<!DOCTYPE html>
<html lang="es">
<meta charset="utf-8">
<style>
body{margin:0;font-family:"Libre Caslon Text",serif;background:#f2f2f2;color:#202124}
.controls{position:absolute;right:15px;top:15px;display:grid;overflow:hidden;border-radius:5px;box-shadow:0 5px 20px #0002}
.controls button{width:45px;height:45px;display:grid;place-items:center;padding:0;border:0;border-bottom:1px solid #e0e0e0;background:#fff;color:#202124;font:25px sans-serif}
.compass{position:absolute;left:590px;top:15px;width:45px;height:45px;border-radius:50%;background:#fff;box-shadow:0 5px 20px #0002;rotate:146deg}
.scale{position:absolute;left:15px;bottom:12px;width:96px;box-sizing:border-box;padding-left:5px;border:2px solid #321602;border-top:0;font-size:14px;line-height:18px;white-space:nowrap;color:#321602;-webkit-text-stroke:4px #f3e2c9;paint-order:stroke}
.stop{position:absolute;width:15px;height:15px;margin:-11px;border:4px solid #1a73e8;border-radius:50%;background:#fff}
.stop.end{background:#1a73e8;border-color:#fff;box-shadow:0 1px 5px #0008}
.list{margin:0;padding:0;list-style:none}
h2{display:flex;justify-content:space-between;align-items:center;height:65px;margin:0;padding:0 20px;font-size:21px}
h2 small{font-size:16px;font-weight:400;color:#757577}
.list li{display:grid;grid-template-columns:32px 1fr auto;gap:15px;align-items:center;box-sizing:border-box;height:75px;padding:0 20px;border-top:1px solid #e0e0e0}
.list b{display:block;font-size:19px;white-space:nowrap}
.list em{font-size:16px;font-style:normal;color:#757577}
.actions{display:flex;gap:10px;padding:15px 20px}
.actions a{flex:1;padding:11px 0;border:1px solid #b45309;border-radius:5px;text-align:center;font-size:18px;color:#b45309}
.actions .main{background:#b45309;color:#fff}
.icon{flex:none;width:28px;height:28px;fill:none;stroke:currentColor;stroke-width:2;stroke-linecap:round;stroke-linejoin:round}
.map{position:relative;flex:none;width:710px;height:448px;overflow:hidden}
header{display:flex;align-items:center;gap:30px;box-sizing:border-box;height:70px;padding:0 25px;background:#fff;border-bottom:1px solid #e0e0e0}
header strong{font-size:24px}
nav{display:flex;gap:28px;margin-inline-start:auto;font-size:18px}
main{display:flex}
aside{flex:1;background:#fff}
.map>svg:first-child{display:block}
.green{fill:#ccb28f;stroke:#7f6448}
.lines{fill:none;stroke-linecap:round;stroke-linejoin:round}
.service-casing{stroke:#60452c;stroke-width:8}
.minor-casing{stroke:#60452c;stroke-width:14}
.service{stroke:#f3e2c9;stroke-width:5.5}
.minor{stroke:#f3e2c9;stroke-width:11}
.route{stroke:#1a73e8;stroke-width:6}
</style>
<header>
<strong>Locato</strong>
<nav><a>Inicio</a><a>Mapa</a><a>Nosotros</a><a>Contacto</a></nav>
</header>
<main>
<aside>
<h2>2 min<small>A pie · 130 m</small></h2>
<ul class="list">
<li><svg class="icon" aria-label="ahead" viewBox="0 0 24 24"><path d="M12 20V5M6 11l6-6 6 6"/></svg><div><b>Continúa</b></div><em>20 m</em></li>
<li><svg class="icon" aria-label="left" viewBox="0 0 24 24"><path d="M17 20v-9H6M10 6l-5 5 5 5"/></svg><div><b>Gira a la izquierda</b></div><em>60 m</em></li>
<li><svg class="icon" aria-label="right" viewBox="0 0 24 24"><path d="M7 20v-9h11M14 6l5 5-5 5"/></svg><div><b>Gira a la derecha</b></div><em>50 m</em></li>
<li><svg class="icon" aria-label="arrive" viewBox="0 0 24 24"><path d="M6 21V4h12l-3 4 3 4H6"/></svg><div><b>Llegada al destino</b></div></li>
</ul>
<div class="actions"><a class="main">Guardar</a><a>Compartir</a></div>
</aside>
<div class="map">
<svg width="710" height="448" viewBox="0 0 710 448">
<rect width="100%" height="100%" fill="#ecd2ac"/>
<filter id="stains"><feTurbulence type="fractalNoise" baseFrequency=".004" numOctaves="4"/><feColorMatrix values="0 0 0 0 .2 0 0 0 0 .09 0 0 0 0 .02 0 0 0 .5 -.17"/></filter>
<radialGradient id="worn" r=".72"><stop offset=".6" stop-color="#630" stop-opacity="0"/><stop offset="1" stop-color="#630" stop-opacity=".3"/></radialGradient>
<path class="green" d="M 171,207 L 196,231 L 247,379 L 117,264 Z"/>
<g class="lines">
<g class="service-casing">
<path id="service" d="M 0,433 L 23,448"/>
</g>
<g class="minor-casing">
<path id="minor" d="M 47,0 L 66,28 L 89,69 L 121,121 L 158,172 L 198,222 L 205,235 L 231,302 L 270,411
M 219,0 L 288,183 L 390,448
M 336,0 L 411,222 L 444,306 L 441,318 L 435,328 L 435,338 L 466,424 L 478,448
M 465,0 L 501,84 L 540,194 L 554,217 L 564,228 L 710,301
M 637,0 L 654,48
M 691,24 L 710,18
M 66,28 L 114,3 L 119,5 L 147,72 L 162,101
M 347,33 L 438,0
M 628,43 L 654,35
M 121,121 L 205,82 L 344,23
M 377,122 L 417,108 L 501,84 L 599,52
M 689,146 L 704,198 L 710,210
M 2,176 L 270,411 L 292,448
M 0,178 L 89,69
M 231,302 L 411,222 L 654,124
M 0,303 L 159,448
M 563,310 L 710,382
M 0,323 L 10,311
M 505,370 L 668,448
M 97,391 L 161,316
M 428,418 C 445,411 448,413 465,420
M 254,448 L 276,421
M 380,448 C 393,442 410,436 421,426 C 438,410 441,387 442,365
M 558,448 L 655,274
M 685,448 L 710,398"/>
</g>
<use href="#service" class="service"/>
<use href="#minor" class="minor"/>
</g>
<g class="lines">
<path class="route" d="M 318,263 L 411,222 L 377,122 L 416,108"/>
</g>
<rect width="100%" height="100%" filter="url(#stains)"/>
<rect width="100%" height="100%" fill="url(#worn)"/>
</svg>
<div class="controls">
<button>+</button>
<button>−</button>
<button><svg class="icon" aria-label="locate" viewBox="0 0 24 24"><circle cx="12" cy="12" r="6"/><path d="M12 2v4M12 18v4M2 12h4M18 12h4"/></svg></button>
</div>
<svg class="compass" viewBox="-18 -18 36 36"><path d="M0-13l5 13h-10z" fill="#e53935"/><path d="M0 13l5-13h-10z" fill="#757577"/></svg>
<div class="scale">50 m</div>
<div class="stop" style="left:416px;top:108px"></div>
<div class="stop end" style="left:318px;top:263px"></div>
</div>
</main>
******
Exercise
The reply must consist solely of the lines from the one containing "M 0,178 L 89,69" through the last line in the material above, reproduced exactly.

Your solution
M 0,178 L 89,69
M 231,302 L 411,222 L 654,124
M 0,303 L 159,448
M 563,310 L 710,382
M 0,323 L 10,311
M 505,370 L 668,448
M 97,391 L 161,316
M 428,418 C 445,411 448,413 465,420
M 254,448 L 276,421
M 380,448 C 393,442 410,436 421,426 C 438,410 441,387 442,365
M 558,448 L 655,274
M 685,448 L 710,398"/>
</g>
<use href="#service" class="service"/>
<use href="#minor" class="minor"/>
</g>
<g class="lines">
<path class="route" d="M 318,263 L 411,222 L 377,122 L 416,108"/>
</g>
<rect width="100%" height="100%" filter="url(#stains)"/>
<rect width="100%" height="100%" fill="url(#worn)"/>
</svg>
<div class="controls">
<button>+</button>
<button>−</button>
<button><svg class="icon" aria-label="locate" viewBox="0 0 24 24"><circle cx="12" cy="12" r="6"/><path d="M12 2v4M12 18v4M2 12h4M18 12h4"/></svg></button>
</div>
<svg class="compass" viewBox="-18 -18 36 36"><path d="M0-13l5 13h-10z" fill="#e53935"/><path d="M0 13l5-13h-10z" fill="#757577"/></svg>
<div class="scale">50 m</div>
<div class="stop" style="left:416px;top:108px"></div>
<div class="stop end" style="left:318px;top:263px"></div>
</div>
</main>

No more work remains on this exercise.